The estate had been making monthly payments of $2,433 on the loan
since Dr. Klein's death, while trying to sell the condo. The estate received, and
rejected, an offer of $260,000 for the condo in March 2011.
On April 8, 2011, Klein wrote to Washington Federal and offered to give it
the deed to the property in lieu of foreclosure. He wished to "turn over the
property to Washington Federal. . . and to walk away from" the condo and its
related costs. Washington Federal declined.

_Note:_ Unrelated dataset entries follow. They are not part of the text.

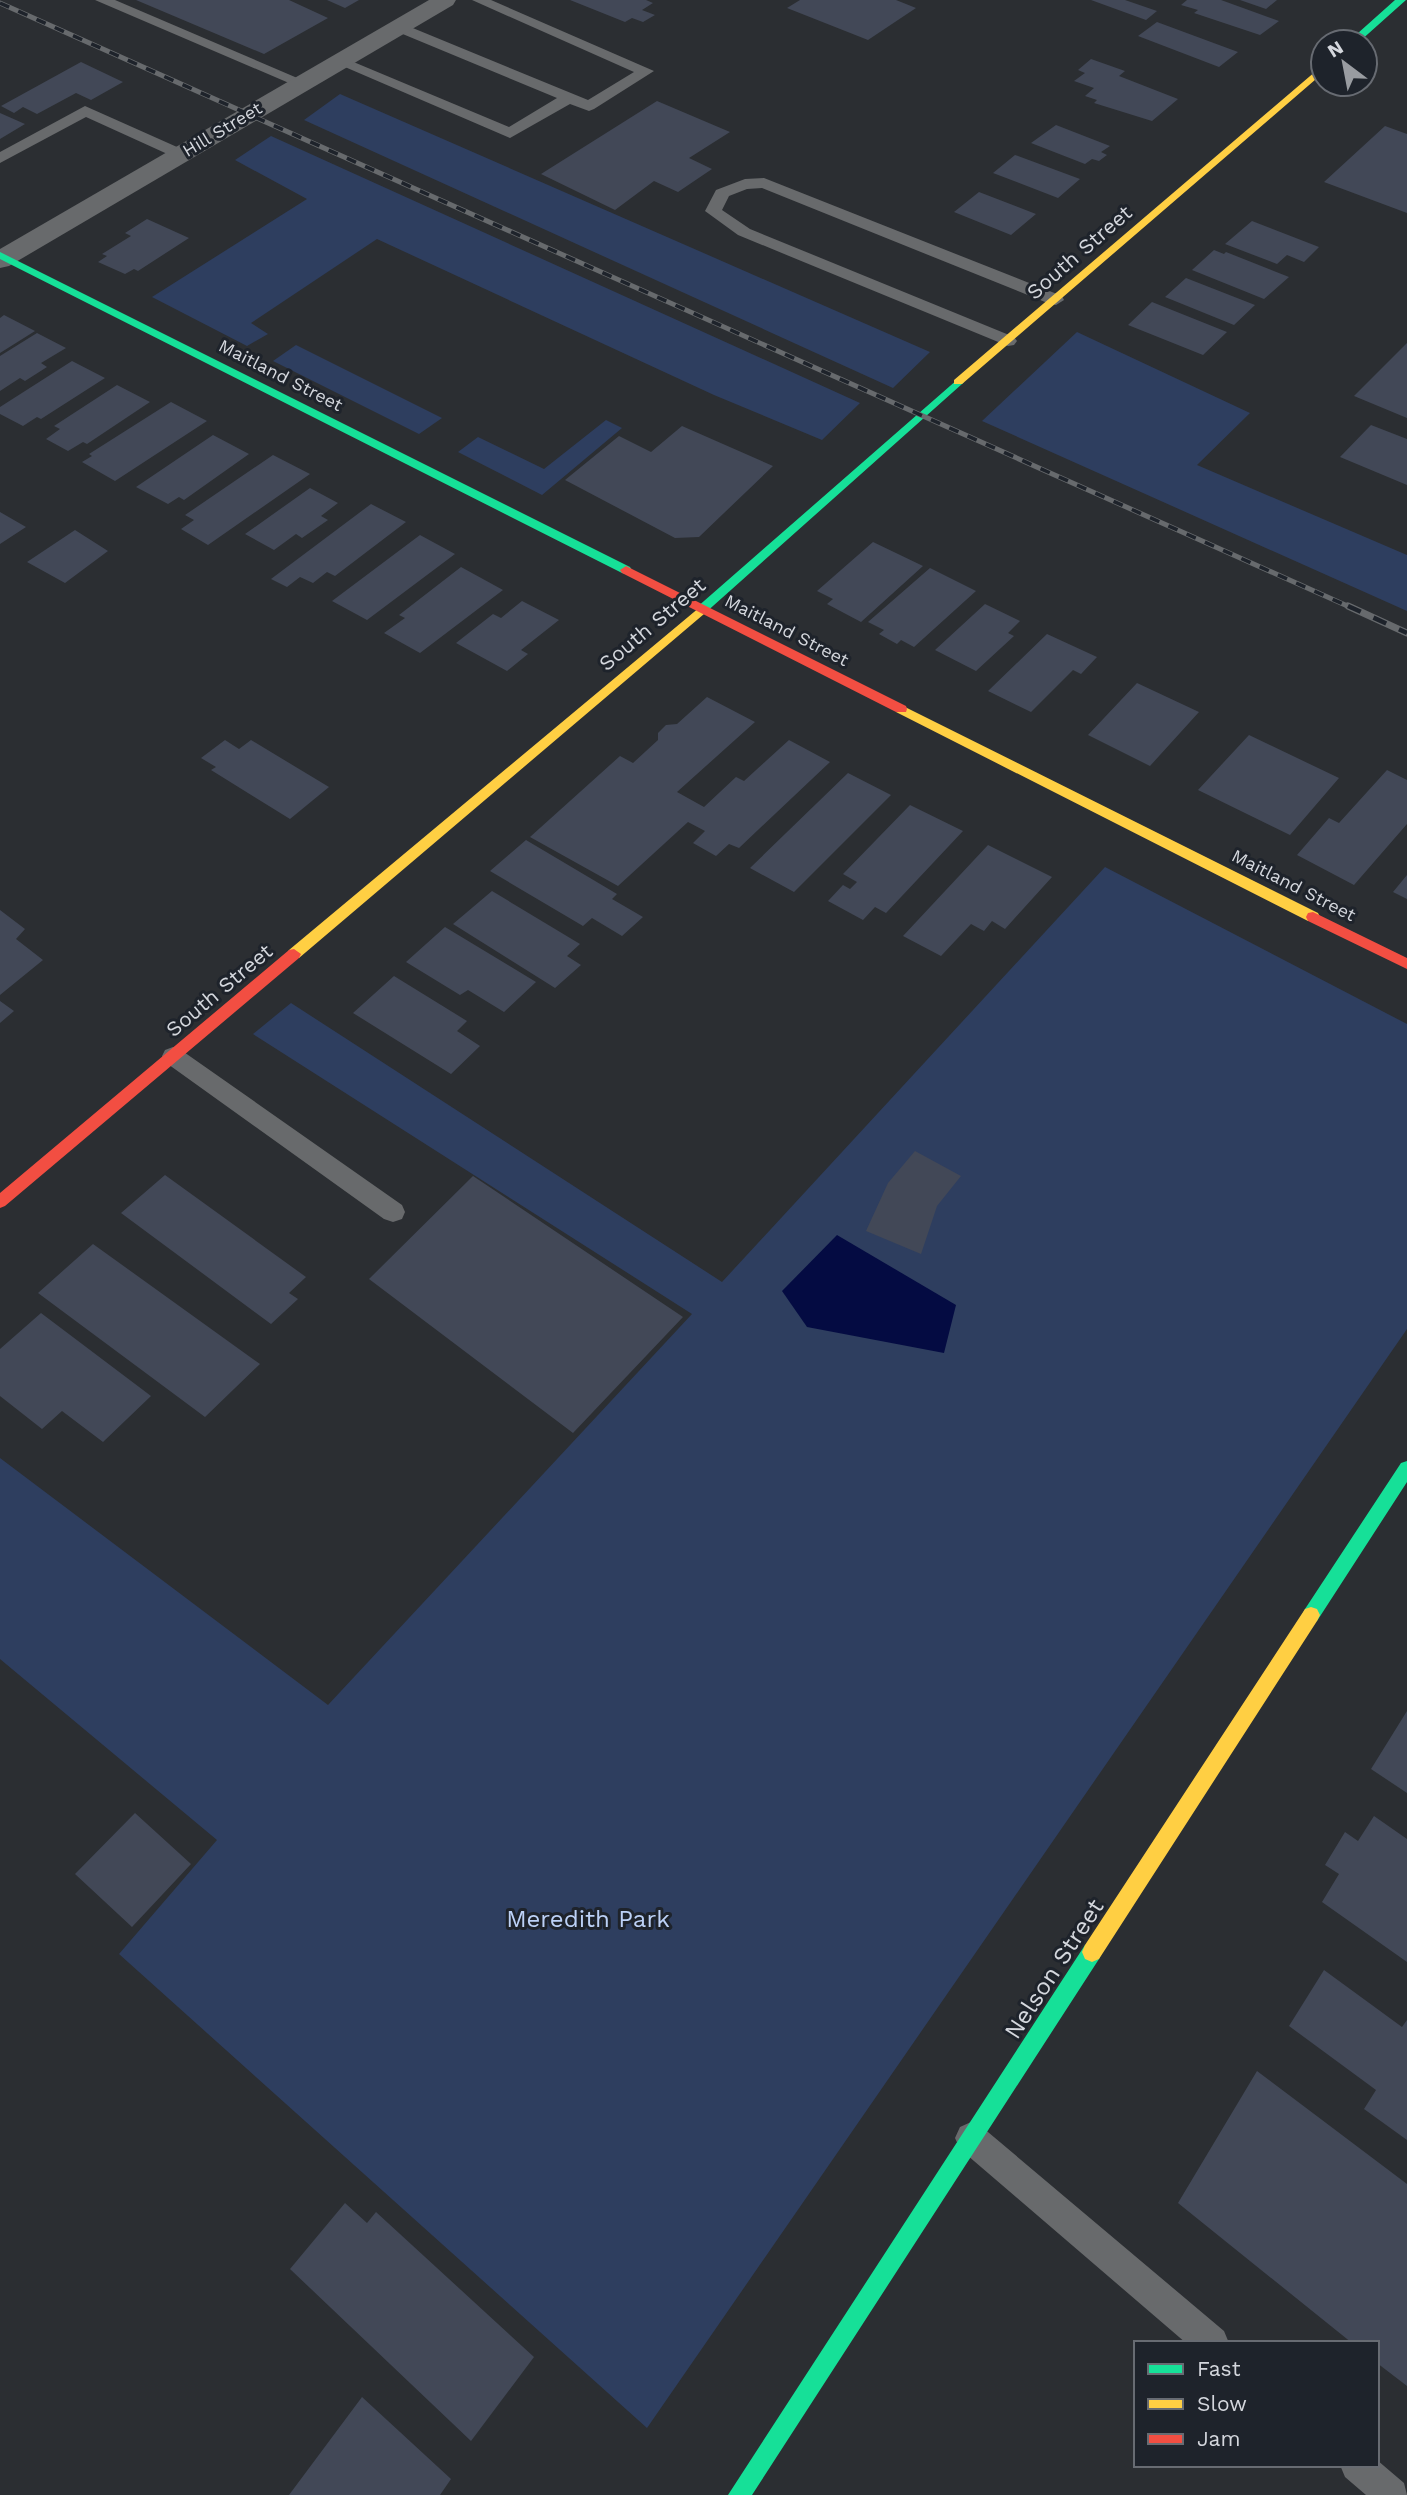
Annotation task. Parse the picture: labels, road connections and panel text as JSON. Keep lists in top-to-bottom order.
{
  "streets": {
    "street": [
      "Hill Street",
      "South Street",
      "Maitland Street",
      "Nelson Street"
    ]
  },
  "crossings": [
    ["Hill Street", "Maitland Street"],
    ["South Street", "Maitland Street"]
  ],
  "parks": ["Meredith Park"],
  "legend": ["Fast", "Slow", "Jam"],
  "north": "top left"
}
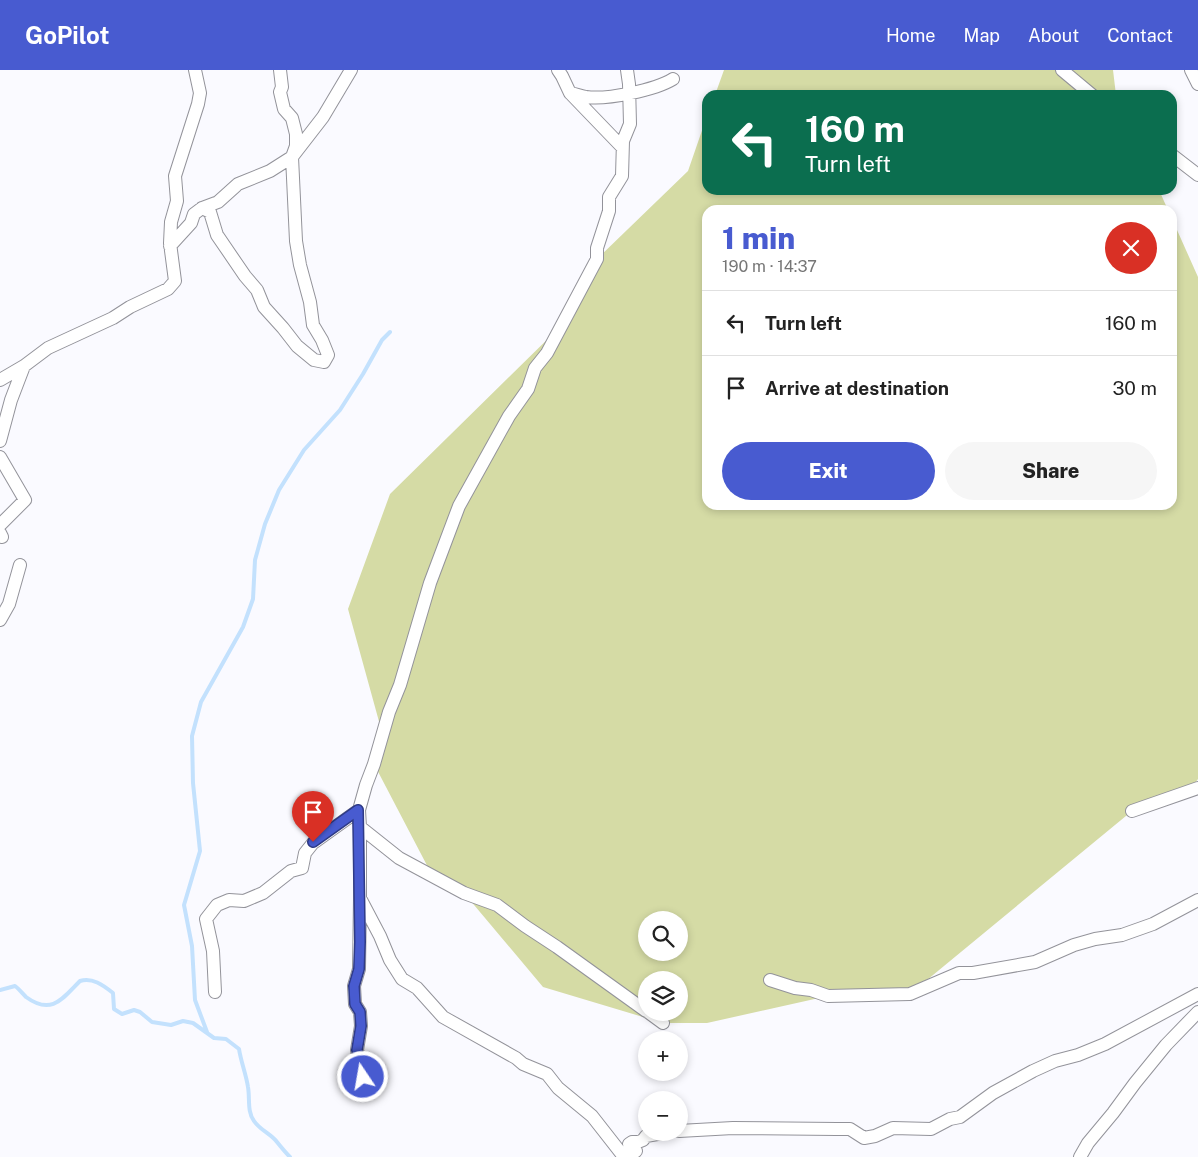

On April 27, 2011, Klein filed a "Petition for Instructions" asking the court
to order Washington Federal to accept his offer of a deed in lieu of foreclosure, in
light of its failure to file a timely creditor's claim to any unsecured deficiency
above the value of the deed. Klein attached to his petition the January 2011
letter from the estate's attorney, the attached notice to creditors, and the affidavit
of mailing by Favretto. Washington Federal claims this was the first time it had
ever seen any of these documents. On May 10, 2011, within 30 days,
Washington Federal filed a creditor's claim.
Washington Federal also filed an opposition to the petition for instructions.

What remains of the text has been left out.